Naruto Fanfiksi: I Lost You
I Lost You
Naruto © Masashi Kishimoto
Warning: Semi-Canon. Rated T. Angst. Typos
Pairing: Onesided NaruSaku.
Selamat Membaca ^^
.
.
Sakura’s POV
“Hei, Naruto.”
“Ah, Sakura. Lama tak jumpa.”
Aku bukan ‘Sakura-chan’ lagi, kini aku adalah orang lain baginya. Begitu lalimnya ia melupakan diriku yang selama belasan tahun menjadi sahabat baiknya. Aku kecewa…
“Ya, akhir-akhir ini kau tampaknya sibuk, Naruto? Aku jarang melihatmu.”
Ia mengangguk. “Belakangan ini aku sibuk melakukan pertemuan dengan Kage-kage dari desa ninja yang lain. Ya, sangat membosankan sih, tapi aku menikmatinya.” Hanya senyuman kecil yang ia berikan padaku, tak ada lagi cengiran konyol khasnya yang biasa ia lontarkan. Tak ada lagi senyuman penuh semangat itu. Ia kini menjadi seonggok daging yang dingin; hanya di penglihatanku; hanya di depanku saja ia begitu.
“Kita sudah punya kesibukkan masing-masing ya?”
“Apa yang kau ingin bicarakan padaku, Sakura?”

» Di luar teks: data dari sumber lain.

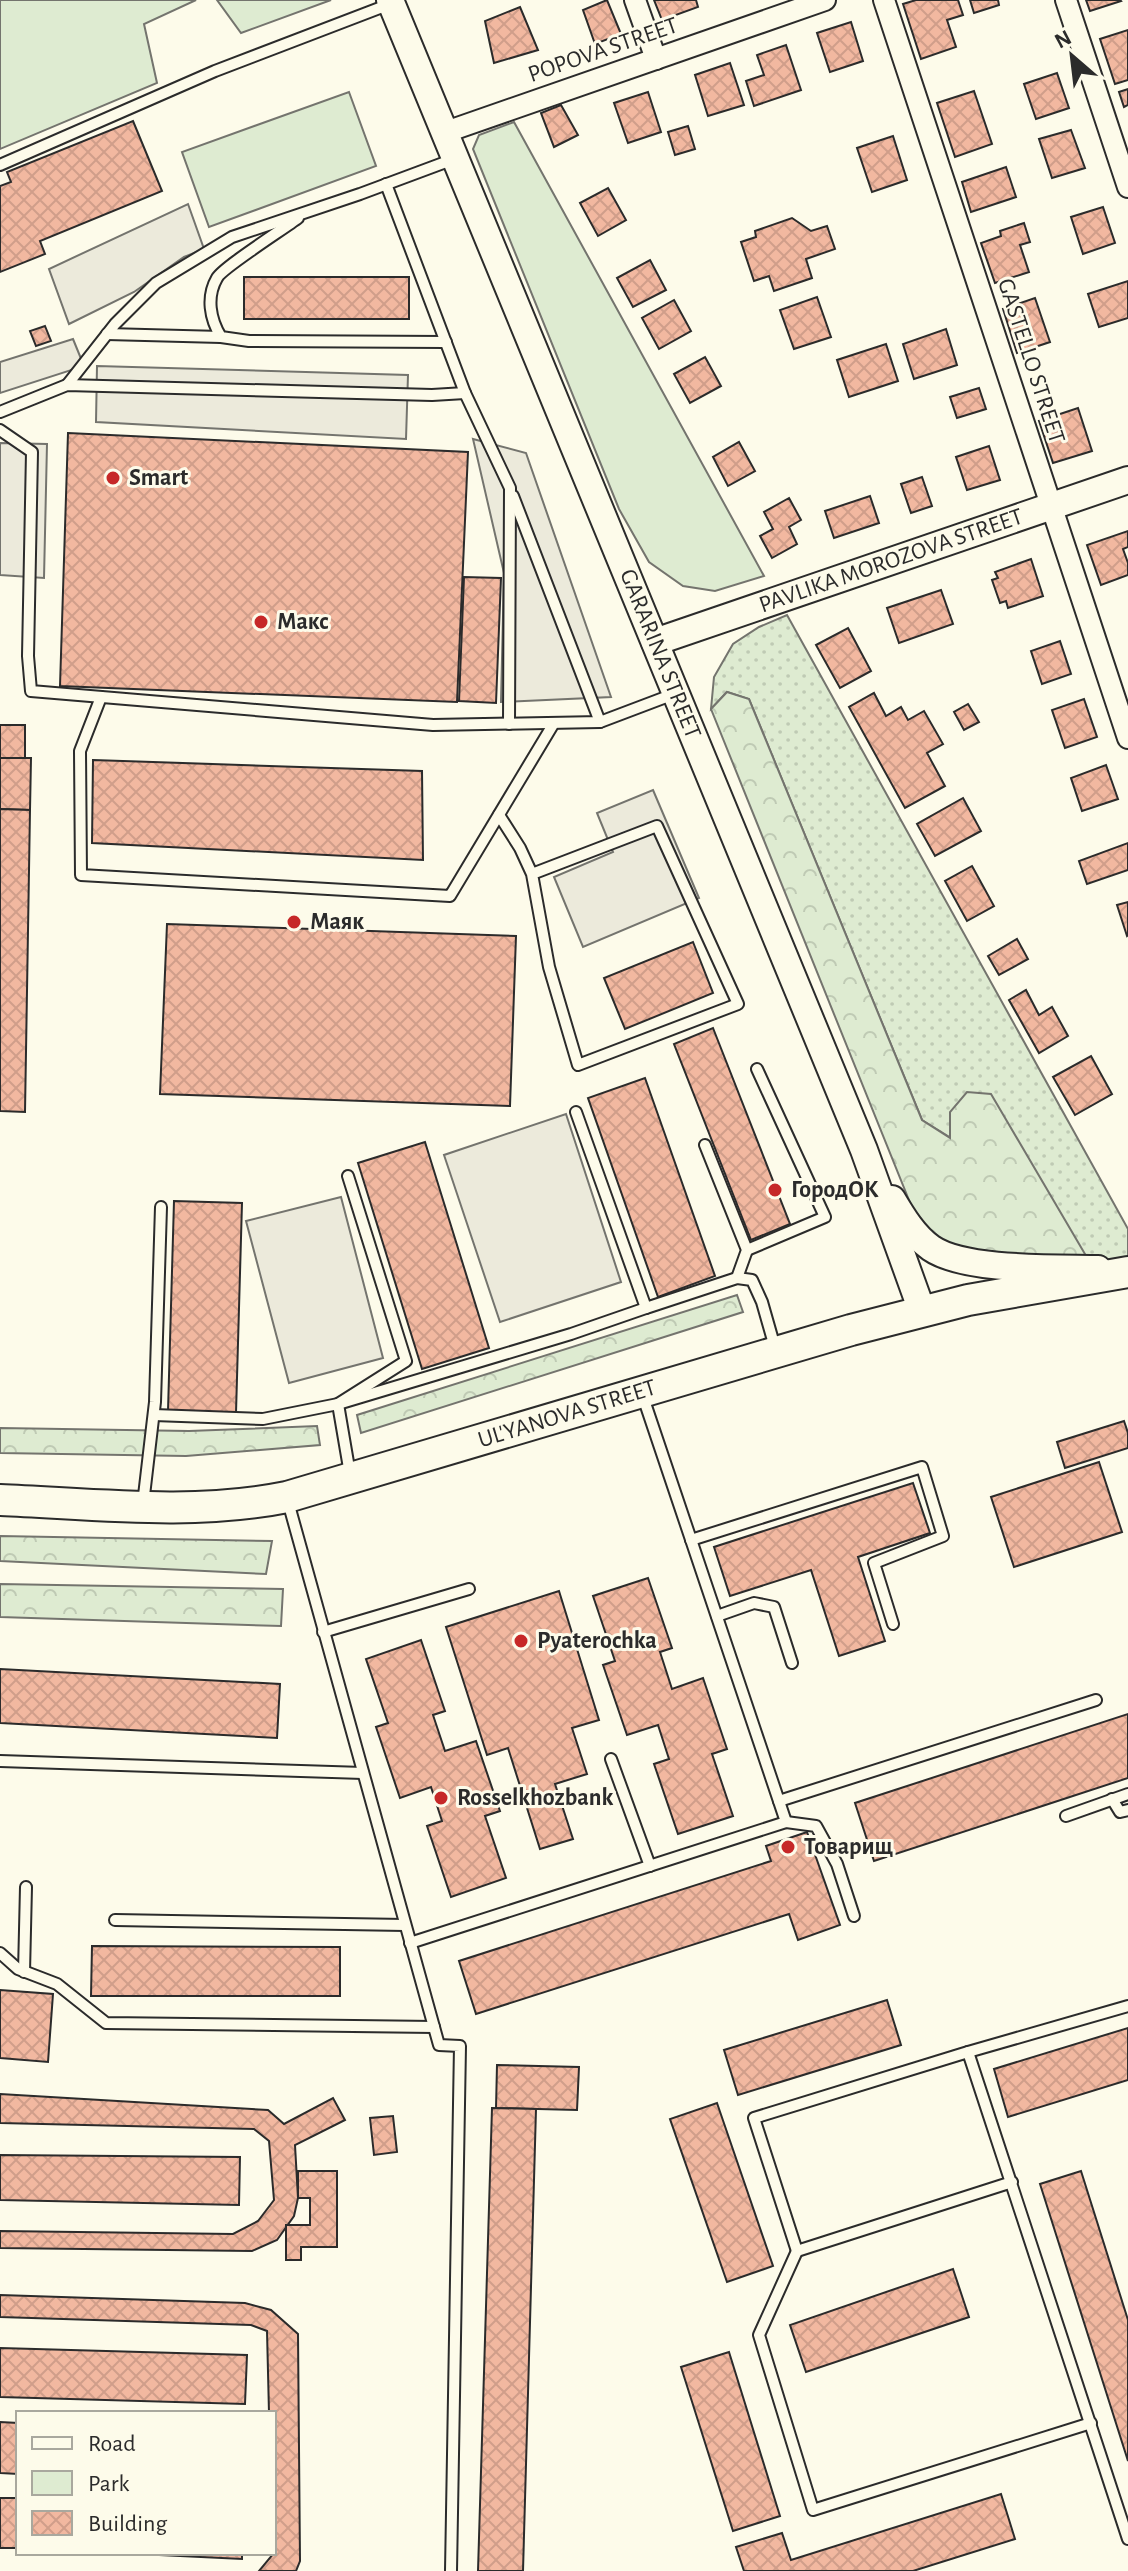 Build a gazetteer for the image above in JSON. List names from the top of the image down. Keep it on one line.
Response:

Aku terkesiap. Dia tidak menjawab pertanyaanku sebelumnya. Ya, memang aku yang memintanya bertemu di sini. Di sebuah jembatan yang dulu sering kami jadikan tempat menunggu kedatangan Kakashi-sensei—yang selalu saja datang terlambat. Aku memintanya bertemu karena aku ingin meminta sebuah jawaban dari rasa penasaranku yang begitu besar. Kau mengetahuinya? Ia telah menjauhiku selama kurang lebih setahun lamanya.
“Maaf, aku tidak punya banyak waktu. Setelah ini ada rapat dengan dewan petinggi Konoha,” ucapnya datar sembari memandang ke aliran sungai di bawah jembatan ini. Sungai ini begitu tenang tanpa riak-riak yang selalu ganas membawa alirannya cepat ke hulu. Tapi tidak begitu dengan hatiku… Betapa aku sangat merindukan cara bicaranya yang menggebu-gebu; penuh semangat setiap waktu. Kemanakah ciri khasnya itu sekarang?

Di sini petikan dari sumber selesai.